The Harbor Juvenile Assessment Program began in 2016 as a pilot program to provide diversion services to prevent youth from entering the juvenile justice system by helping families cope with problem behavior or delinquency before issues potentially escalate into more serious troubles. Signs that children may need help include depression, anxiety, drug or alcohol use, isolation, bullying, delinquency or changes in behavior. Officials say troublesome youth behavior is often rooted in unmet mental health or substance abuse issues. It also could be symptomatic of issues going on with the family that can be addressed through community service providers. The program now has five locations in Las Vegas that operate seven days a week, 8 a.m. to 10 p.m.
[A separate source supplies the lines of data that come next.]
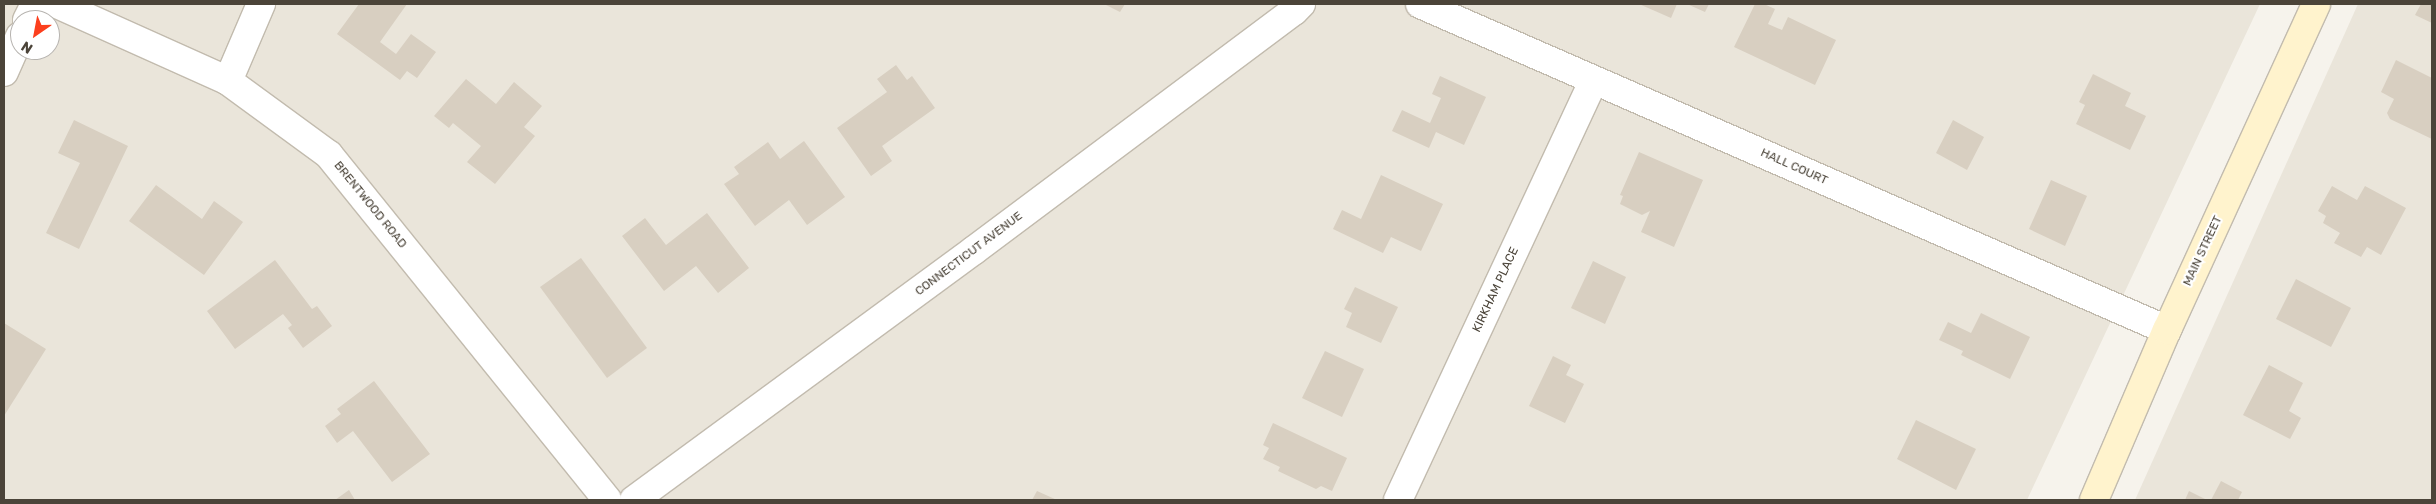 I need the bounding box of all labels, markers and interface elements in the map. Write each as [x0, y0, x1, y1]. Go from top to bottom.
north arrow [10, 10, 60, 60]
text: N [18, 37, 36, 57]
street label: HALL COURT [1758, 146, 1830, 188]
street label: BRENTWOOD ROAD [331, 159, 409, 251]
street label: CONNECTICUT AVENUE [912, 209, 1026, 299]
street label: MAIN STREET [2180, 214, 2226, 288]
street label: KIRKHAM PLACE [1470, 245, 1522, 335]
Requests for appointments can be made by calling the program’s main number at (702) 455-6912 or through its website at www.theharborlv.com. To date, more than 28,000 youth and families and been served through the Harbor.
Due to the Harbor’s success in working with youth and families and support from the Nevada State Legislature, Clark County was able to open additional Harbor locations in the Las Vegas Valley and create a companion initiative called the Truancy Prevention Outreach Program (TPOP) to address the underlying causes of truancy and chronic absenteeism. Student absences at any grade level are often rooted in similar problems the Harbor helps to address including health issues and family struggles such as housing instability, food insecurity, domestic violence, all of which were compounded for many families during the pandemic. More information about TPOP is on the Harbor’s website.
In addition to Clark County’s Social Service Department and Department of Family Services, other community partners engaged in the Harbor include the Clark County School District, the area cities and police departments, Nevada Departments of Health and Human Services and Child and Family Services, Clark County Family Court, Clark County District Attorney’s Office, Workforce Connections and many nonprofit organizations. Eagle Quest, a provider of counseling, behavioral health and family preservation services, manages four of the local Harbor locations as a private-public partnership with Clark County.
In Las Vegas, about 20 percent of the Harbor’s clients are walk-ins from the community, brought to the center by parents or caregivers seeking guidance with their children. Many Harbor clients are referred by the School District. Referrals also come from police dropping off youth at a Harbor location if arrests have been made for first time or low-level offenses. Coaches, ministers, and other members of the community who believe a child or family could be served by the Harbor or TPOP can contact the program for resource referrals.
Clark County is a dynamic and innovative organization dedicated to providing top-quality service with integrity, respect and accountability. With jurisdiction over the world-famous Las Vegas Strip and covering an area the size of New Jersey, Clark is the nation’s 11th-largest county and provides extensive regional services to 2.3 million citizens and 45.6 million visitors a year (2019). Included are the nation’s 8th-busiest airport, air quality compliance, social services and the state’s largest public hospital, University Medical Center. The County also provides municipal services that are traditionally provided by cities to 1 million residents in the unincorporated area. Those include fire protection, roads and other public works, parks and recreation, and planning and development.